Material for the task:
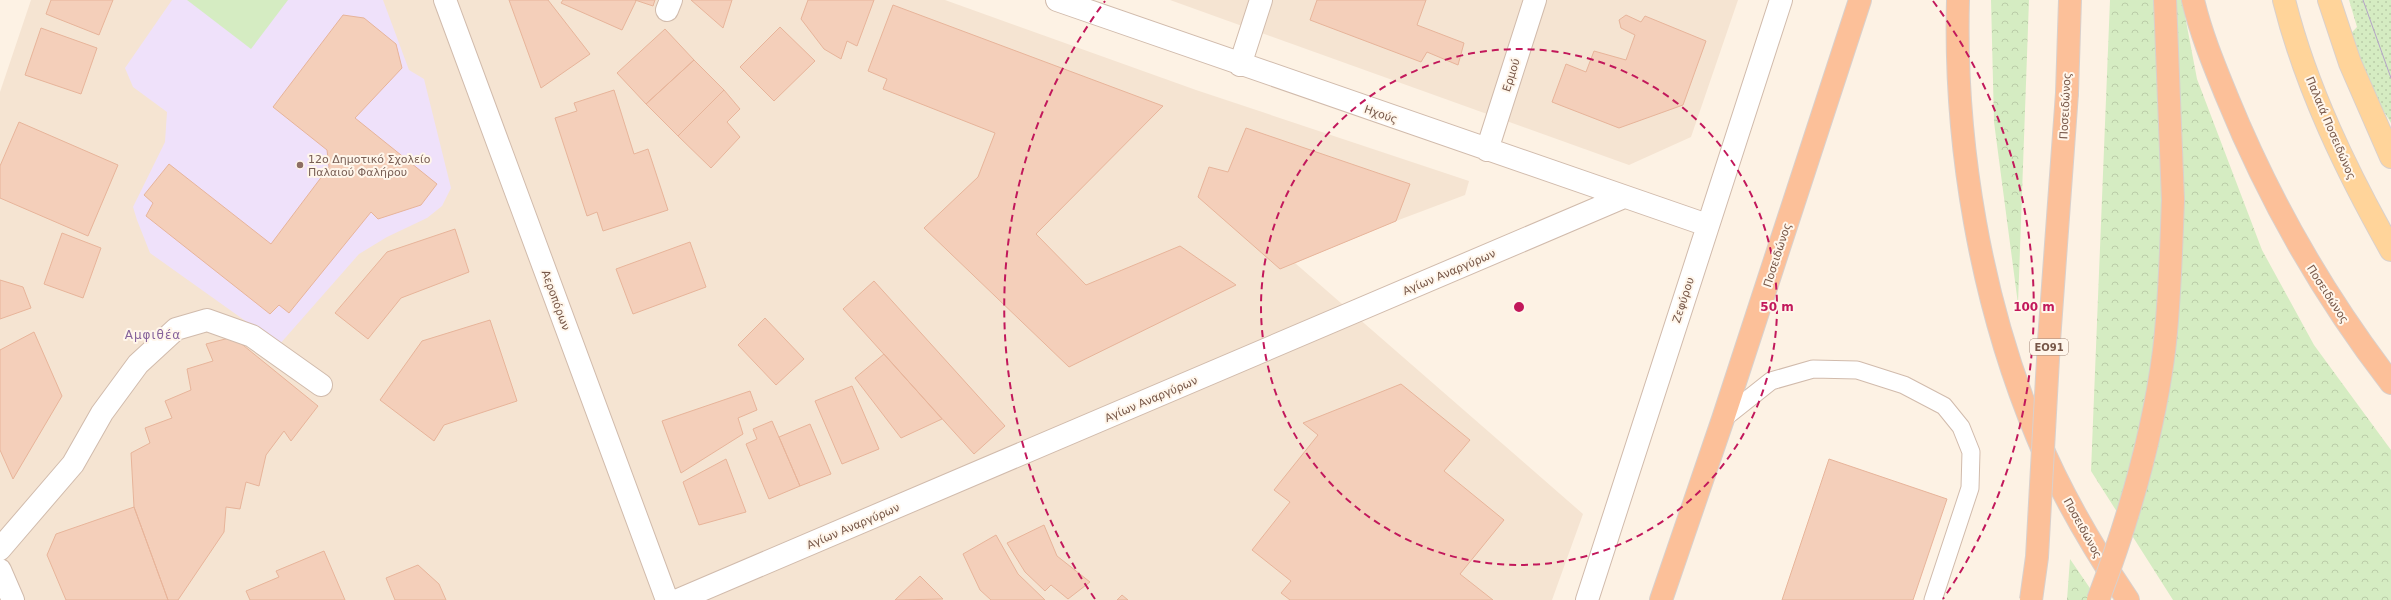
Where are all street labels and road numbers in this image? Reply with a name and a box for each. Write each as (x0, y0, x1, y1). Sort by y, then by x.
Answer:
street label: Ερμού (1500, 57, 1523, 93)
street label: Ποσειδώνος (2057, 72, 2074, 140)
street label: Παλαιά Ποσειδώνος (2303, 75, 2358, 182)
street label: Ηχούς (1363, 103, 1399, 126)
street label: Ποσειδώνος (1761, 221, 1794, 289)
street label: Αγίων Αναργύρων (1401, 247, 1498, 298)
street label: Ποσειδώνος (2304, 263, 2351, 326)
street label: Αεροπόρων (539, 268, 572, 332)
street label: Ζεφύρου (1670, 276, 1697, 325)
road number: ΕΟ91 (2030, 339, 2068, 355)
street label: Αγίων Αναργύρων (1103, 374, 1200, 425)
street label: Ποσειδώνος (2061, 496, 2104, 561)
street label: Αγίων Αναργύρων (805, 501, 902, 552)

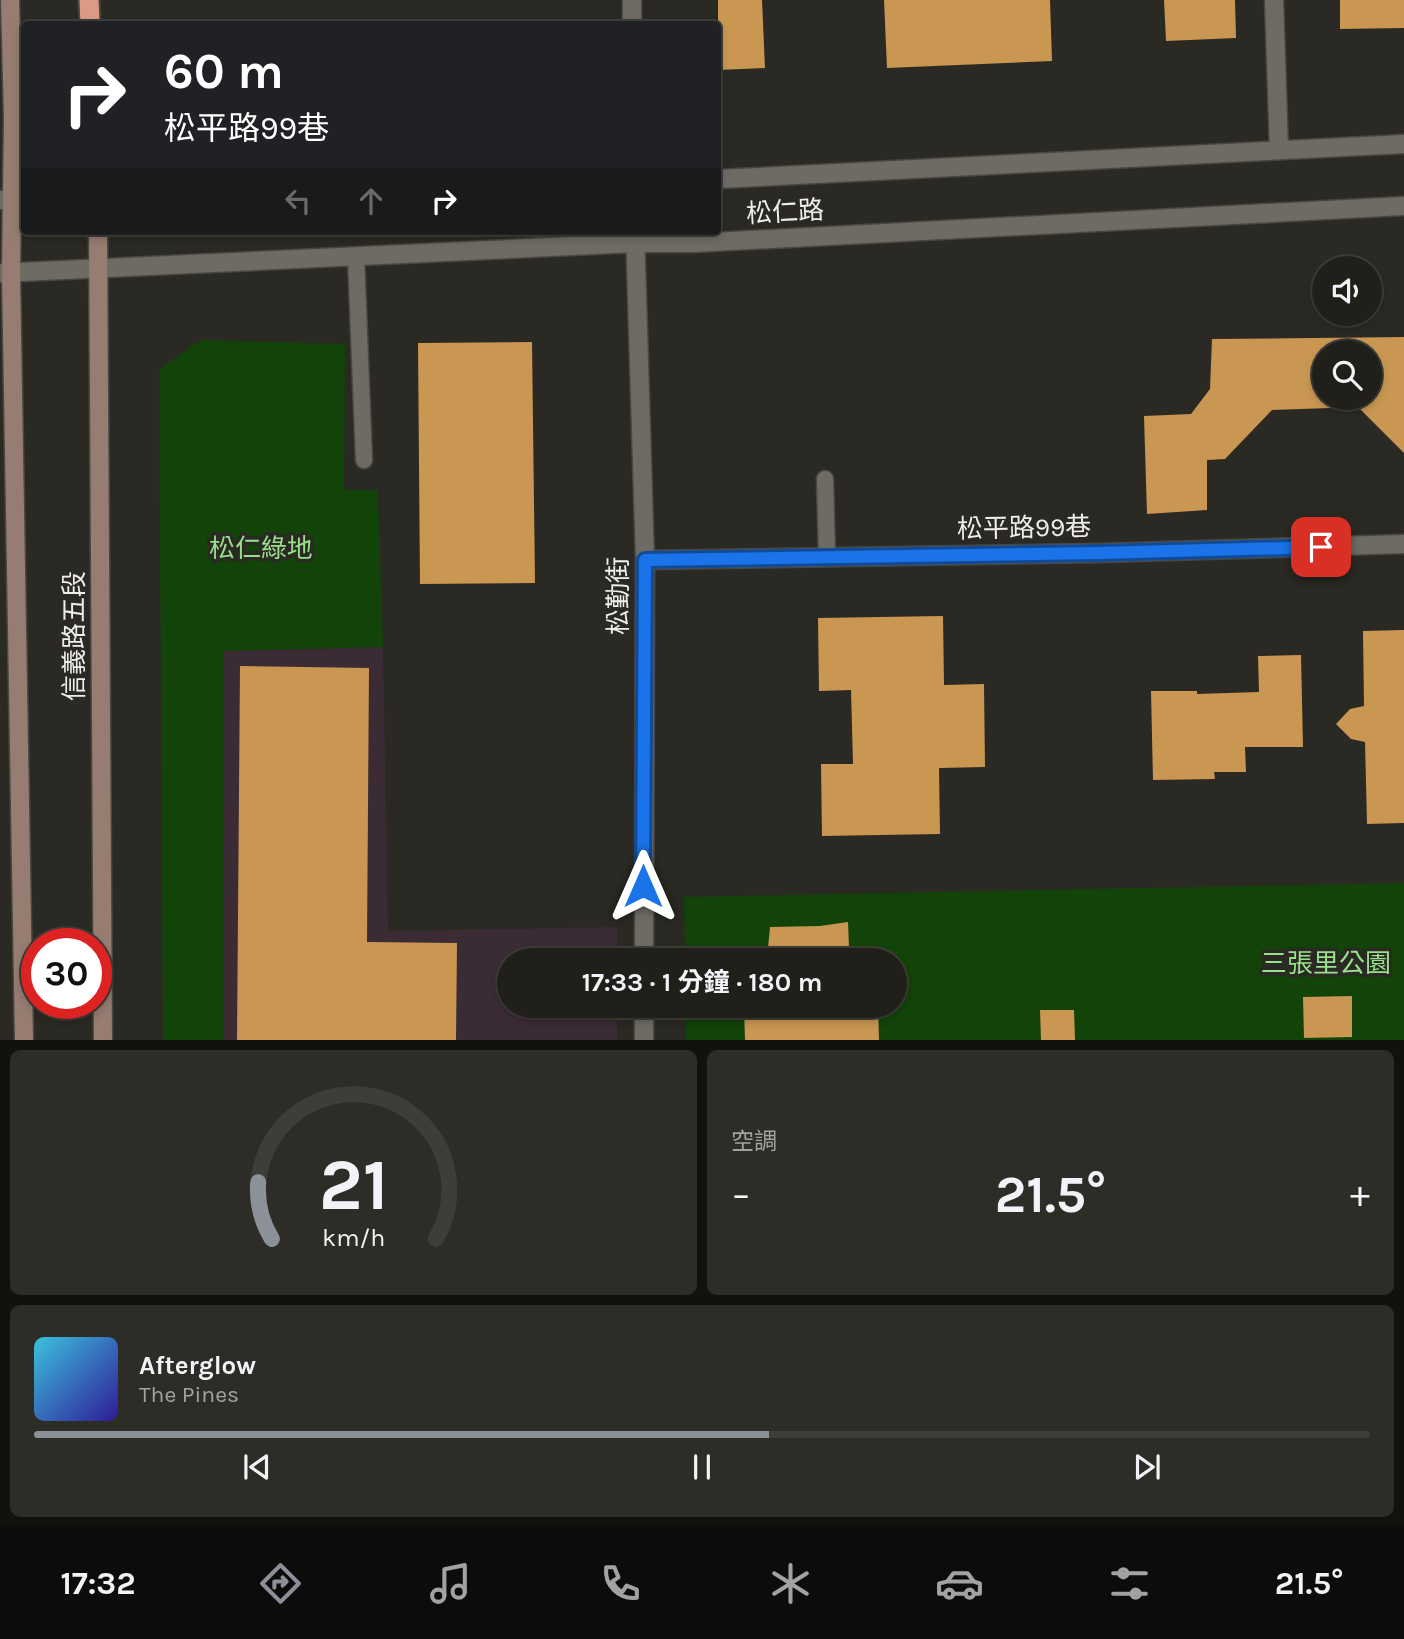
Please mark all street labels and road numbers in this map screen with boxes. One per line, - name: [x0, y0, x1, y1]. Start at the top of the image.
- street label: 松仁路: [745, 194, 825, 230]
- street label: 松平路99巷: [957, 511, 1091, 545]
- street label: 松勤街: [603, 557, 634, 635]
- street label: 信義路五段: [59, 571, 90, 701]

Requirement:
If a picture appears among the entries, omit it and reproduce everything else exactly.

Exercise result:
Where are all street labels and road numbers in this image? Reply with a name and a box for each. Write each as (x0, y0, x1, y1). Sort by y, then by x.
Answer:
street label: Ερμού (1500, 57, 1523, 93)
street label: Ποσειδώνος (2057, 72, 2074, 140)
street label: Παλαιά Ποσειδώνος (2303, 75, 2358, 182)
street label: Ηχούς (1363, 103, 1399, 126)
street label: Ποσειδώνος (1761, 221, 1794, 289)
street label: Αγίων Αναργύρων (1401, 247, 1498, 298)
street label: Ποσειδώνος (2304, 263, 2351, 326)
street label: Αεροπόρων (539, 268, 572, 332)
street label: Ζεφύρου (1670, 276, 1697, 325)
road number: ΕΟ91 (2030, 339, 2068, 355)
street label: Αγίων Αναργύρων (1103, 374, 1200, 425)
street label: Ποσειδώνος (2061, 496, 2104, 561)
street label: Αγίων Αναργύρων (805, 501, 902, 552)

Please mark all street labels and road numbers in this map screen with boxes. One per line, - name: [x0, y0, x1, y1]. Start at the top of the image.
- street label: 松仁路: [745, 194, 825, 230]
- street label: 松平路99巷: [957, 511, 1091, 545]
- street label: 松勤街: [603, 557, 634, 635]
- street label: 信義路五段: [59, 571, 90, 701]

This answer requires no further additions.